In Go-land you pay even for what you don't use -- Volution Notes

Prologue

Lately I've been programming both in Go and Rust -- among other languages like Python, Erlang, or Bash (and, yes, Bash is a programming language) -- thus those acquainted with Rust will observe that the title is a hint to one of Rust's major selling points, that of zero cost abstractions, namely that you don't pay for what you don't actually use (right now, but you might use in the future).

However, although the issue I'm about to describe is present to some extent in any programming language -- from Bash (again, yes, Bash is a programming language, although a very bad one), to Java, Python, Ruby, NodeJS, and even Rust -- unfortunately in Go it is made even worse by not having a suitable workaround.
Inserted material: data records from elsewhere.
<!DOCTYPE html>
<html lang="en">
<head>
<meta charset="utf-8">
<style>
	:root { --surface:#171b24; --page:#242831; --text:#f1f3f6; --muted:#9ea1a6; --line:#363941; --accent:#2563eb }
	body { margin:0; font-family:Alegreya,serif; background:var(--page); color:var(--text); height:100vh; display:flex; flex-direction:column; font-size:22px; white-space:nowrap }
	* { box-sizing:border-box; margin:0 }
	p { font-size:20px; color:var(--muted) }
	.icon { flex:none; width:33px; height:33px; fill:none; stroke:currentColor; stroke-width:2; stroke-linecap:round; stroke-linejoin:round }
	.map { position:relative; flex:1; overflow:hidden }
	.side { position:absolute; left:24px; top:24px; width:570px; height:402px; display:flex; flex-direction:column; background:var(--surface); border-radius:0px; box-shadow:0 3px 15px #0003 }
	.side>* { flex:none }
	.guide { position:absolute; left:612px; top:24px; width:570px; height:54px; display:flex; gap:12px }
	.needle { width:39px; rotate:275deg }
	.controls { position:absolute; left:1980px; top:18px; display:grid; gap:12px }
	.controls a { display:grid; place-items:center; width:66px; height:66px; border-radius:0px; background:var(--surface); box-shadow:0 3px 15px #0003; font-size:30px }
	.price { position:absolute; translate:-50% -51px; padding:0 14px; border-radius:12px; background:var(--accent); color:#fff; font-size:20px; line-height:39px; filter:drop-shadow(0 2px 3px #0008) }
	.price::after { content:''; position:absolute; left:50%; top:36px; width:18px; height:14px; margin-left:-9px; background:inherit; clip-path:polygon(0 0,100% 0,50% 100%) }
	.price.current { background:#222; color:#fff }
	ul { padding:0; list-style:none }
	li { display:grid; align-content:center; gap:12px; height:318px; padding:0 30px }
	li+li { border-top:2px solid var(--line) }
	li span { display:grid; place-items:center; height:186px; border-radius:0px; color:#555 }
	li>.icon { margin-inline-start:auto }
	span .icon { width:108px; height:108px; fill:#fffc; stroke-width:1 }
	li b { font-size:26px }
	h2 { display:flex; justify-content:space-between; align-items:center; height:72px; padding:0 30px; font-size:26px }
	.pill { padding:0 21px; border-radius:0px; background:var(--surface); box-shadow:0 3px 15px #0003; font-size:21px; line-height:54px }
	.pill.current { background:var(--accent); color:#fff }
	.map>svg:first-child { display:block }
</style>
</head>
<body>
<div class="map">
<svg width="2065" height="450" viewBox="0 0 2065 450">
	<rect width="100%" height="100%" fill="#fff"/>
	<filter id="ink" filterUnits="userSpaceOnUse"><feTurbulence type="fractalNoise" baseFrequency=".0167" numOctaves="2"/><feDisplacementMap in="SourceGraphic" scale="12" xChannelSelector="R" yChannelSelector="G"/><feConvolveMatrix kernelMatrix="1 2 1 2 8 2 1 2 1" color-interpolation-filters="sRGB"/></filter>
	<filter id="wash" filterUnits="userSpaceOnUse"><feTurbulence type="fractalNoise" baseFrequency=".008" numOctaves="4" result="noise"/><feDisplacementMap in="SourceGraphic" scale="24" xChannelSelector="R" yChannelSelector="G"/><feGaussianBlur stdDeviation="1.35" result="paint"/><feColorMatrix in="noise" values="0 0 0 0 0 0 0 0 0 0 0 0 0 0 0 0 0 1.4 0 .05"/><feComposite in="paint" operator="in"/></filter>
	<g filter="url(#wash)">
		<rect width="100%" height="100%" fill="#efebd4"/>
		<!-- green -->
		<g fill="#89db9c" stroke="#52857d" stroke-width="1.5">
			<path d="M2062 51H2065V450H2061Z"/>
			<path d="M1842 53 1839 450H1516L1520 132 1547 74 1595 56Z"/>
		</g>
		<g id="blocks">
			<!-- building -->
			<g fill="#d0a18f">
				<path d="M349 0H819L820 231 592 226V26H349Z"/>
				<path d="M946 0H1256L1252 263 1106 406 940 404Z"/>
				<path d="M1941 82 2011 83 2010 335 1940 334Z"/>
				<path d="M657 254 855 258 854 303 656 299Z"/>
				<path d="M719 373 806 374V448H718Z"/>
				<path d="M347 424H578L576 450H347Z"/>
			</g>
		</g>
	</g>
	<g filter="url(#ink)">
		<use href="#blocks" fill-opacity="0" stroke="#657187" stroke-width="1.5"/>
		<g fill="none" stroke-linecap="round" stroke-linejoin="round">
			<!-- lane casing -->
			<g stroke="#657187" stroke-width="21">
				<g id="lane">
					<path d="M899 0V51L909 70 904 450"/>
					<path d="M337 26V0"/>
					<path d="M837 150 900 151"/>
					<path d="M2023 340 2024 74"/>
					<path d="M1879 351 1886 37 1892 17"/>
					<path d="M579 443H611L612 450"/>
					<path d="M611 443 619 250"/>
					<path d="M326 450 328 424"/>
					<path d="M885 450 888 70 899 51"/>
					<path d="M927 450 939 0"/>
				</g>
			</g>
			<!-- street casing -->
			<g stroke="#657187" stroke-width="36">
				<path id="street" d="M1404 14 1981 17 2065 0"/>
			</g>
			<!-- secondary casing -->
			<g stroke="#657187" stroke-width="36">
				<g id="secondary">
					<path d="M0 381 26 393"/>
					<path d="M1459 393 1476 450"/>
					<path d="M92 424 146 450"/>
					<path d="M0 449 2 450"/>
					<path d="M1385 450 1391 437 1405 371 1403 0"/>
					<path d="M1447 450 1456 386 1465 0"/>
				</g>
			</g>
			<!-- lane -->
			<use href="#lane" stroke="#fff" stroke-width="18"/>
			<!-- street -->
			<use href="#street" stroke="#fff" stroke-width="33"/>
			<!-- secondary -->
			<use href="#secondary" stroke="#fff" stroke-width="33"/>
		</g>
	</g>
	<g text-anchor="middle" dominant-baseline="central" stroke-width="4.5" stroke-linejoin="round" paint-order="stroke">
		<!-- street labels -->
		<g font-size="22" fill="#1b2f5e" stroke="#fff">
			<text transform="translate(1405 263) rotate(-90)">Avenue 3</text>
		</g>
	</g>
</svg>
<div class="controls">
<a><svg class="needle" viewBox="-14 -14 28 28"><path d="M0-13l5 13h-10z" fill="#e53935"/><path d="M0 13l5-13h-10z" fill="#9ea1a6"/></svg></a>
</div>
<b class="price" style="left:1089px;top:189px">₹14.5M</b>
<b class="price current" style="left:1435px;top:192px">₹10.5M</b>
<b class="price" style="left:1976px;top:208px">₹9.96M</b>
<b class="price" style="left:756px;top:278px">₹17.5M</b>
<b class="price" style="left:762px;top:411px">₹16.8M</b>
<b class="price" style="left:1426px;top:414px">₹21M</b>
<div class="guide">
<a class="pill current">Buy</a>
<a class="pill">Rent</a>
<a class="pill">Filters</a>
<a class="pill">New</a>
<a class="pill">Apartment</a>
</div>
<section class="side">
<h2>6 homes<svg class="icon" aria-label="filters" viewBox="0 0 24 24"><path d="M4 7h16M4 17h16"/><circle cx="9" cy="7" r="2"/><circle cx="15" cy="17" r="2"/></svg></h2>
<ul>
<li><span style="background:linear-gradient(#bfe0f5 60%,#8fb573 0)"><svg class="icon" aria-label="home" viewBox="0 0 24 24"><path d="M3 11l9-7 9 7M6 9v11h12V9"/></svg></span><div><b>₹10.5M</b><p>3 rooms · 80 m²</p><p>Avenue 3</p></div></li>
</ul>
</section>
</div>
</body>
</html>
The issue might seem minor, and usually it is so, especially given that only lately when I've focused on the start-up performance of one of my tools have I stumbled upon this issue. And in fact the first time I tackled it was with the overhead introduced by loading some Python modules I didn't always use.

But, with Python I expected this to be an issue, and I knew immediately where to look. With Go less so, and I've done quite a bit of digging to find the problem (but unfortunately no usable solution)...

What are "initializers"?

Starting with Go, package initializers are nothing more than anonymous functions, tagged init, without any arguments, that are executed (in quite a specific order) before the main function of an executable. (I say "anonymous" and "tagged" because inside the same file you can have many such initializers, and they can't be called explicitly from anywhere.) Obviously these are meant for libraries and not executables (which can just call that code at the beginning of main).

What can you do within these initializers? Basically anything you can in a normal function, just that it executes before main. For example a library could initialize some private (but global) variables with something that requires a bit of code to figure out, like configuration files, runtime parameters, credentials, or loading previously computed and then cached data, etc.

Needless to say, the unwritten (but unenforced) rule of these initializers is that they should be short and not stall the start-up needlessly... (Especially since Go has lightweight go-routines that could do the initialization in the background if more effort is required...)

For example:

package somePackage

var someGlobalA someTypeA
var someGlobalB someTypeB

func init () {
    // do some non-trivial, but quick, computation...
    someGlobalA = ...
    someGlobalB = ...
}

However, this feature is not specific to Go, and as mentioned all programming languages have some sort of package / module / library initializers:

Java has class static initializers, again with a rigid execution order;
Python, Ruby, NodeJS, and perhaps most similar interpreted languages, just allow arbitrary code to be executed at the top-level of a module's body; for example as described here for Python, this code will be executed in the same order the modules are being loaded (first dependencies then dependents, and so on recursively);
even Erlang, a functional programming language at heart, has something similar as part of OTP (Erlang's runtime platform);
and I'm certain that by now -- in 2 AP, as in second "anno pandemus", or for those reading in the past the year 2021 AD in the future -- C++ already has found a way to provide weapons of mass feet shooting for its developers;
(I would bet the same goes for C# and the entire .NET ecosystem;)

Regarding the other camp:

Rust, by design, makes sure that there is no life before main;
(from what I know) C (the language) doesn't also provide a way to have non constant static initializers;
moreover, many C-based libraries (and some well-written C++ ones) provide the user with a somelib_init function that must be called before any other calls to their functions;
although GCC (and perhaps many other C compilers and runtimes) do provide a way to have initialization functions (or constructors as they are called); however their main use-case seems to support languages that do require them;
(I would also bet, but not a lot, that more functional languages like Haskel, and certainly Scheme implementations of R7RS, are strict about this;)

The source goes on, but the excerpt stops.